Dealing with people who get easily offended
It seems like we have to walk on egg shells every time we are around them.
So someone got offended with your words…now what? Should you immediately apologise? Or do you just ignore them? It can even get ironic when you point out how they are easily offended and they say: “But I am easy-going! How dare you say I am not! You don’t know anything about me!”
Yes, it gets very difficult to deal with people who are easily offended. It is even more stressful when such people are your close friends.
They are the kind that get worked up about their interpretation (or misinterpretation) of a phrase (or even one word) in a sentence or tweet you made, and that sets them off like a fire in an ammunition warehouse.
So how do we deal with people like them?
Firstly, I would recommend taking three very deep breaths before reacting. This will calm you down and help you process what you are about to say. Any reply you make without calming down will be emotionally charged and put their defences up.

Personally, I had to limit my interaction with some of my friends.

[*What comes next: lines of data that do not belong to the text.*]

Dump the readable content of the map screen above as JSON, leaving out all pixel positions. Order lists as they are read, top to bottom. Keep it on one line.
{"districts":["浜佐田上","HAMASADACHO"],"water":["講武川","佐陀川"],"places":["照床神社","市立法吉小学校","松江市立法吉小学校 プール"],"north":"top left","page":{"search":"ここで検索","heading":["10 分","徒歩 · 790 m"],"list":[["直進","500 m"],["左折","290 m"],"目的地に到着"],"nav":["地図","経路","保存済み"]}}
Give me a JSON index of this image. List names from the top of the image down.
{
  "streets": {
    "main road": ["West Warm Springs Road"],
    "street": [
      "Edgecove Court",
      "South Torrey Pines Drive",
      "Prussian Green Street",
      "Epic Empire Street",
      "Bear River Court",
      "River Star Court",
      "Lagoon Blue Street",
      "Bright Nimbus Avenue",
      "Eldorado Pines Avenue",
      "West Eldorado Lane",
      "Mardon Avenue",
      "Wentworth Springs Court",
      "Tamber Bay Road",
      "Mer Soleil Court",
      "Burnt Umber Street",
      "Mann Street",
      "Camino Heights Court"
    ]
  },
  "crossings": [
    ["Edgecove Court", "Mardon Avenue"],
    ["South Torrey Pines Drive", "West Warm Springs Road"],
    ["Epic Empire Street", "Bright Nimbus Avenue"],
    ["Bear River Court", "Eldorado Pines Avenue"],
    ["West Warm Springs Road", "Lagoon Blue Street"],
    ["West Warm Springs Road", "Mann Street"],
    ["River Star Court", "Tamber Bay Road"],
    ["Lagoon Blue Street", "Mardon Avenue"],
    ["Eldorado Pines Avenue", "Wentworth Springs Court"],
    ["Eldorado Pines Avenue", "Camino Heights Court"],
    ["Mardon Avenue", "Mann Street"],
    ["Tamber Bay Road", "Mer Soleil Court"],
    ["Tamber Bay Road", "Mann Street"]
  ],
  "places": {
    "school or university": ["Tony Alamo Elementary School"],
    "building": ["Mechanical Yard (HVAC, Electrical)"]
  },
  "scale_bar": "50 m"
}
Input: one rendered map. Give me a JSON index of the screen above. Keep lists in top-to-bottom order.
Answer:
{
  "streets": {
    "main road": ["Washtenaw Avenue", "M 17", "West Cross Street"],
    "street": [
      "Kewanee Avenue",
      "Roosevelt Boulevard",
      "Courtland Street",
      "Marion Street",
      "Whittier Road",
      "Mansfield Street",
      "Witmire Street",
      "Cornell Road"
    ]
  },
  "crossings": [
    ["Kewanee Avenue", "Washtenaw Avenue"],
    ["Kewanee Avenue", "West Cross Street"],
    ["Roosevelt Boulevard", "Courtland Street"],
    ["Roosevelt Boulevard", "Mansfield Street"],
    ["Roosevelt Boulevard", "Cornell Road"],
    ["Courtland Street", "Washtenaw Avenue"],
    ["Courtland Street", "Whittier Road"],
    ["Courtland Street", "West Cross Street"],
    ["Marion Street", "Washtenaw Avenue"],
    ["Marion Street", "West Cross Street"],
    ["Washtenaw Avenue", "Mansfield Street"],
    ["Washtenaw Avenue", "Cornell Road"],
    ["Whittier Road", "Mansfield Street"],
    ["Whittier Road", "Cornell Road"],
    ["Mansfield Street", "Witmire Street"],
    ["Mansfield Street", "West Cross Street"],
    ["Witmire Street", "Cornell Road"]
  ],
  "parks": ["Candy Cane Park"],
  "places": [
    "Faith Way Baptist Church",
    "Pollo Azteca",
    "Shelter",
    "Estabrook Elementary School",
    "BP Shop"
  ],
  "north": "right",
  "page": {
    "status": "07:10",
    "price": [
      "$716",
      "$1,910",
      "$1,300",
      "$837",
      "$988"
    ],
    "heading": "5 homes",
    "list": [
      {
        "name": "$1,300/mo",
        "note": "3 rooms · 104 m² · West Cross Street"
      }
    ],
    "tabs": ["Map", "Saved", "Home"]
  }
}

When I realized how easily they got offended, I felt that there is no point being around them as I have to always walk on eggshells.
For situations with overly-sensitive strangers (especially online), simply decide whether it is worth talking with them. If you decide to confront them, do so without being too emotional and belligerent.

However, while in a situation that requires an important and technically correct decision, remember that the facts trump the opinions. If the offended person is offering to solve a problem with an opinion, that person merely wishes to oppose the facts because they cannot prove their reasoning.
In a group-work scenario, if they take offense to other ideas, it is their problem, not yours. If you are already trying not to antagonize someone, you cannot be held responsible for that person’s behaviour.
Complicated people are part of life. We can choose to avoid them, but this cannot happen often and is not healthy anyway.
As the acclaimed author, Radhanath Swami, once said: “Humble people don’t get offended easily.” So if they do get upset, it is probably not their feelings that got hurt, but their ego.